Tuesday, April 6, 2010

Day 3, part one
















It was colder last night, got down to 56 degrees! Not as humid this morning either. There were owls hooting this morning, which was cool to hear! We rode back to the Trace and headed North once again. There wasn't much in the way of actual hills, but there were grades where you were either geared down and working some, or coasting along gently with easy pedaling. The white blossoms on the tree to the left are Dogwood. The air was filled with the sweet scent of grass and clover, and sometimes sweeter yet with flowers, and occasionally the lovely tang of wild onions (made me want to buy a steak somewhere and cook it!). Back on the highway we were often assailed by the smell of roadkill, mostly possums, snakes, and turtles. Enough to feed a small town for a week. We did find a bunch of turkey vultures eating "something" off in the edge of the woods. They flew up into a tree when we rode by (see picture). Lots of creeks, mostly slow-moving muddy ones, but this one was more sandy and the current was moving right along. The bridges are all these really old concrete ones, which are great to lean my bike agains! Nice to sit on, too. Around mid-day we went a mile or so off the trail to the town of Port Gibson for lunch/snacks. It was a lovely old plantation town, but the traffic was terrible and no space for bicycles.

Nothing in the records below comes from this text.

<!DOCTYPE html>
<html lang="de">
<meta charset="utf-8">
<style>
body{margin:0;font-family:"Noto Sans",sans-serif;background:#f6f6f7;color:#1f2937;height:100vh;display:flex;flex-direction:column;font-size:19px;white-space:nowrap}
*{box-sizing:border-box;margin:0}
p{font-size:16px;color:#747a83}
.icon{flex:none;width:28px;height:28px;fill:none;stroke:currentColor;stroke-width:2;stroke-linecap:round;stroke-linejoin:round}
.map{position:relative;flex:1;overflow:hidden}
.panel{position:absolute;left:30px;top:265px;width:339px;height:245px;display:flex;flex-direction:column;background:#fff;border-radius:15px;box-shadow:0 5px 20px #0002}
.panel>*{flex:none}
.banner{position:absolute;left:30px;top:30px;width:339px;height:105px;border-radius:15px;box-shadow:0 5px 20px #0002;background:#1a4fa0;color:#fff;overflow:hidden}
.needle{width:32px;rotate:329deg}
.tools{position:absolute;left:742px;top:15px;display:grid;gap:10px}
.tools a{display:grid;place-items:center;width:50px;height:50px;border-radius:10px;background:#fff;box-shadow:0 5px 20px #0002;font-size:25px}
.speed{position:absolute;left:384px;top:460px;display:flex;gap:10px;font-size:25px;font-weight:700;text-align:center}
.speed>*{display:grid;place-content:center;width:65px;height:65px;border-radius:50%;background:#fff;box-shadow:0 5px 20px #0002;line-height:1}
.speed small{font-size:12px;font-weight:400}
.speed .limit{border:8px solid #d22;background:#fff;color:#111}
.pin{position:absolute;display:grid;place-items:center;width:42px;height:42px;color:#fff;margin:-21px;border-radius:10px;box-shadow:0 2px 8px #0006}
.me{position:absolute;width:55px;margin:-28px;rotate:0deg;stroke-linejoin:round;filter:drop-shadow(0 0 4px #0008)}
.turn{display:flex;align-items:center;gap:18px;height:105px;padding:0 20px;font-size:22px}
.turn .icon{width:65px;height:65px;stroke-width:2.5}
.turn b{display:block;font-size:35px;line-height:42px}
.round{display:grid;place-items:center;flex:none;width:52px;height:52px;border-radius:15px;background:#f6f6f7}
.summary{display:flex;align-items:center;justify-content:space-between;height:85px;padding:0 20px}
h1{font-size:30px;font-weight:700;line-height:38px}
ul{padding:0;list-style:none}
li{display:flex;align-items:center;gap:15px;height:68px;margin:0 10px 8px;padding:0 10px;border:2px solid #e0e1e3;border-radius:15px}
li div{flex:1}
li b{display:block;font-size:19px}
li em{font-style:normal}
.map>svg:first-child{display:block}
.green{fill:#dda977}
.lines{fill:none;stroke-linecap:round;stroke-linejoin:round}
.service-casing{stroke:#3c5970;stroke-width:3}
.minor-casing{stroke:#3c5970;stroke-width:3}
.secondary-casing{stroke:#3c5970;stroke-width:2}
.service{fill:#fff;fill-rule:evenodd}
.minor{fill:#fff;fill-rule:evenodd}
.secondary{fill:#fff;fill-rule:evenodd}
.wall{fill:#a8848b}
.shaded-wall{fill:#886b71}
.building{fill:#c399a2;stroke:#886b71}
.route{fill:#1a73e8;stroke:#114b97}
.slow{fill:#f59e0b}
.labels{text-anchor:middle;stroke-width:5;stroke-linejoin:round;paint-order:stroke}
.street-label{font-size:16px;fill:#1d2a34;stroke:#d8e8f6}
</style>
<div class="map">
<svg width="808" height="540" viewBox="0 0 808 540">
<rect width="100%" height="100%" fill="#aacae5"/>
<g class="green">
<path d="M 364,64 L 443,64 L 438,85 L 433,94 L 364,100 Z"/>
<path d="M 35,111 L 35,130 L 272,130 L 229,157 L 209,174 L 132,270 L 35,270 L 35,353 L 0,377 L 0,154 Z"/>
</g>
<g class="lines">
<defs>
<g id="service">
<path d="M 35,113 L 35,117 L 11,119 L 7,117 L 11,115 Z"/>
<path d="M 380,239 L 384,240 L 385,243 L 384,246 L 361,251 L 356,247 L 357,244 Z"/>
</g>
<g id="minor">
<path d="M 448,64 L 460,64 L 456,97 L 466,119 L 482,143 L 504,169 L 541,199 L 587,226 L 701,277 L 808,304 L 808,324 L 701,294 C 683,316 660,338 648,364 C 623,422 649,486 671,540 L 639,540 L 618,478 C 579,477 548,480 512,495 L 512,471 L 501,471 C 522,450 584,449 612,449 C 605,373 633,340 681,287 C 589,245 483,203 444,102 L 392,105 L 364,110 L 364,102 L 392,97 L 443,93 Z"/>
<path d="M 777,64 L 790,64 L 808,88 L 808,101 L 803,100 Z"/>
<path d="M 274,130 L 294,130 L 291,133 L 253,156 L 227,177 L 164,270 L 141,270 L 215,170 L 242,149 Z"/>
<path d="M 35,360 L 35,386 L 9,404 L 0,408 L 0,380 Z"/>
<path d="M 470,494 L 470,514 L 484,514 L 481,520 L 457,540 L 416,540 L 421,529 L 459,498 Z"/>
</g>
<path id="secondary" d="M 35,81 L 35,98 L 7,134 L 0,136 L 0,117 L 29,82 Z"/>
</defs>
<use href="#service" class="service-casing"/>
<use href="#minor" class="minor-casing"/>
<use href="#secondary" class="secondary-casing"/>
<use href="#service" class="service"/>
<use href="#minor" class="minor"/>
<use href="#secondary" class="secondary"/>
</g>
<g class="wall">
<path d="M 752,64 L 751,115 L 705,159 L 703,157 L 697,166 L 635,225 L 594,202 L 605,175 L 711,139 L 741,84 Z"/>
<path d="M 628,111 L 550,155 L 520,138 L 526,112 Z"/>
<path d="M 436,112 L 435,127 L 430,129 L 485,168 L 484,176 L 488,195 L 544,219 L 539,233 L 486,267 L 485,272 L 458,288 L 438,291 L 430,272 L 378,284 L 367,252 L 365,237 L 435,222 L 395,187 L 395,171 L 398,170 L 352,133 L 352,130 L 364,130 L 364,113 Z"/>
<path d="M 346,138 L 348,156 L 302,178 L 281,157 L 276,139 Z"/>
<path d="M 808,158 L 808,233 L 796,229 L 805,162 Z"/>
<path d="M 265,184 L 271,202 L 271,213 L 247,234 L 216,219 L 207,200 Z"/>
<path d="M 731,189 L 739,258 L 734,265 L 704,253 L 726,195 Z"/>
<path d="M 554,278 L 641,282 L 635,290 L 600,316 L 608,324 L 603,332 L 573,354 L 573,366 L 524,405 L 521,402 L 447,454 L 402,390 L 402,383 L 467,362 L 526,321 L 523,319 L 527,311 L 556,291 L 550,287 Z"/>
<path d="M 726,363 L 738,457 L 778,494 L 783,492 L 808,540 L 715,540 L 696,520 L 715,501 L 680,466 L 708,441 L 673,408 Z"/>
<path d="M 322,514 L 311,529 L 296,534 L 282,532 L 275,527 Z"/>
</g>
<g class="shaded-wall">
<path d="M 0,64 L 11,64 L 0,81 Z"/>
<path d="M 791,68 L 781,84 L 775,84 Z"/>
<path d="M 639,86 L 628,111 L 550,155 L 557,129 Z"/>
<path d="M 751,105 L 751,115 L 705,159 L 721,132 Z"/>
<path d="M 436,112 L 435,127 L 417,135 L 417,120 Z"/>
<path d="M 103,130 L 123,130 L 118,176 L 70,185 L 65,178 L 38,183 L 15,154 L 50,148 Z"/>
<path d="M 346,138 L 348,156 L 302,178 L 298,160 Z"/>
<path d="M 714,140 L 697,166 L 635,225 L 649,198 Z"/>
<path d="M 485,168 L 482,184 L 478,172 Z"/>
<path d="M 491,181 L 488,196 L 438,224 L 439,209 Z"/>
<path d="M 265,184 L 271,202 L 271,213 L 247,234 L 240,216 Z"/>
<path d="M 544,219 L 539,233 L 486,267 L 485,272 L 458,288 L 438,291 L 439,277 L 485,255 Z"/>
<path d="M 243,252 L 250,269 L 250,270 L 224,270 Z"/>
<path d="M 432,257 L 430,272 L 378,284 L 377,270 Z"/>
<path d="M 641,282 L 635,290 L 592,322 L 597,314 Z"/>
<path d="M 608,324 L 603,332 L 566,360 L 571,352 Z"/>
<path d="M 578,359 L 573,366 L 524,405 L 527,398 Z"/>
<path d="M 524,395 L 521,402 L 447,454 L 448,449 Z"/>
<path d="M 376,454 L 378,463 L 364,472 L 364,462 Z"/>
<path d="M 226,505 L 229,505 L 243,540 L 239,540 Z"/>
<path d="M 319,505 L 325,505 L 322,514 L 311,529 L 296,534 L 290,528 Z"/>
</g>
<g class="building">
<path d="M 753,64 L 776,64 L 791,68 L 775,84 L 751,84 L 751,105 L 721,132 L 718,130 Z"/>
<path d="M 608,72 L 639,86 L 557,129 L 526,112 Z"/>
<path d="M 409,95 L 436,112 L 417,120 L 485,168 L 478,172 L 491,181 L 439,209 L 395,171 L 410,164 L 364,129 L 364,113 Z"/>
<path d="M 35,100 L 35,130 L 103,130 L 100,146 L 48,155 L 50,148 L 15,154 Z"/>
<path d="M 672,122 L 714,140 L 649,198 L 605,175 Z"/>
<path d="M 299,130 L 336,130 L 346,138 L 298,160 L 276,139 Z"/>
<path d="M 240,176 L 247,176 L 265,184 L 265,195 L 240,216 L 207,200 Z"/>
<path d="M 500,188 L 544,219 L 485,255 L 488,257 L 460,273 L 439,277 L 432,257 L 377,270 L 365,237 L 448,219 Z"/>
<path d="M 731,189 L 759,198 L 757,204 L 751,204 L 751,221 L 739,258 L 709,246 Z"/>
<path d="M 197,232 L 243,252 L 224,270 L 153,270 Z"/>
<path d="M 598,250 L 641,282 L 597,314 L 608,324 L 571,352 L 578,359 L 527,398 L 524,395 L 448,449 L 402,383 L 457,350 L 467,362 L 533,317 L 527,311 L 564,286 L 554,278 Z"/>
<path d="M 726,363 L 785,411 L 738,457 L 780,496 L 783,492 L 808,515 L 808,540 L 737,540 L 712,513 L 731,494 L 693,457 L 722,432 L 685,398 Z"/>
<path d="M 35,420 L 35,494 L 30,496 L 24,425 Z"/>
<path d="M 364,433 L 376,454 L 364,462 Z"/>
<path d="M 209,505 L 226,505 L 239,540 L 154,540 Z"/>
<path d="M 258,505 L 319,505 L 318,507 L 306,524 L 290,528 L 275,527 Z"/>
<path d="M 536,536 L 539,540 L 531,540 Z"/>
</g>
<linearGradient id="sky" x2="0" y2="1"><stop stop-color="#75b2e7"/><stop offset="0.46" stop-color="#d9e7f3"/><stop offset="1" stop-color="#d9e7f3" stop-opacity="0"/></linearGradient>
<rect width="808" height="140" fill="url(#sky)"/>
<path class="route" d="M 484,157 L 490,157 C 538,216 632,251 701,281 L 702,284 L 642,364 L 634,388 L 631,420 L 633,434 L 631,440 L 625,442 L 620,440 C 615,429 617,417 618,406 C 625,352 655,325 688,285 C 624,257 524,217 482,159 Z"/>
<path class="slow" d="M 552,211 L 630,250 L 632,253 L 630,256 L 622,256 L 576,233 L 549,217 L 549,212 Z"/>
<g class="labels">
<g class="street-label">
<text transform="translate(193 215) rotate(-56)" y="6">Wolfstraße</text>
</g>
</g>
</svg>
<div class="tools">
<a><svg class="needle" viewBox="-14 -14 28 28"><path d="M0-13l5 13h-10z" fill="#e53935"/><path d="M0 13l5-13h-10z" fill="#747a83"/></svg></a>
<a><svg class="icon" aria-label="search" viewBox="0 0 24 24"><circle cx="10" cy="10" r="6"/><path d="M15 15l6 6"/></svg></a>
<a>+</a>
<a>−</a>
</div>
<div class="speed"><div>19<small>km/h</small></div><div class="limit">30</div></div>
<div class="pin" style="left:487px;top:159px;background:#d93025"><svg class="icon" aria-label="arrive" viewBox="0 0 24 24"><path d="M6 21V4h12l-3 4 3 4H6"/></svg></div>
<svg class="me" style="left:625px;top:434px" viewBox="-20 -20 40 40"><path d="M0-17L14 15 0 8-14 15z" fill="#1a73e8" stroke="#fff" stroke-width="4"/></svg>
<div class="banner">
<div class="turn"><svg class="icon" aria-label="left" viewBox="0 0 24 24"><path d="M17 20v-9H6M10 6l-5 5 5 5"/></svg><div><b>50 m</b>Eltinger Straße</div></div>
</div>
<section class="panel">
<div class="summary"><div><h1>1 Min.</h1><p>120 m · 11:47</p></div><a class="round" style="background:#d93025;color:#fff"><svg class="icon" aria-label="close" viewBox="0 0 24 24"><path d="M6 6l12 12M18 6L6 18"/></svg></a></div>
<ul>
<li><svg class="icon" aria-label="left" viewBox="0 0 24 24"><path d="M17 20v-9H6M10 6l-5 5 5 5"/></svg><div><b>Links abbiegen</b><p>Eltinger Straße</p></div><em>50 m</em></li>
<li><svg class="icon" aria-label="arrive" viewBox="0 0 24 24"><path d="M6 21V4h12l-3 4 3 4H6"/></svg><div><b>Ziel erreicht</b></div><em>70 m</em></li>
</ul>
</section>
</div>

It took all my attention to get through this town in one piece! But we had to stop for a minute to cross a street, so I snapped a couple pictures. Sadly, there was a "historic" district with lovely old homes, then the rest of the town was real run down. I mean, dirt-poor poverty. Shacks. Just real poor. The only white person I seen in town was an older lady in the hardware store. We went to a grocery store and a gas station, too. The people were SO friendly and nice. It's been like that all over down here. Of course, 6 years in Southeast Kentucky helped, I can speak the "language" here!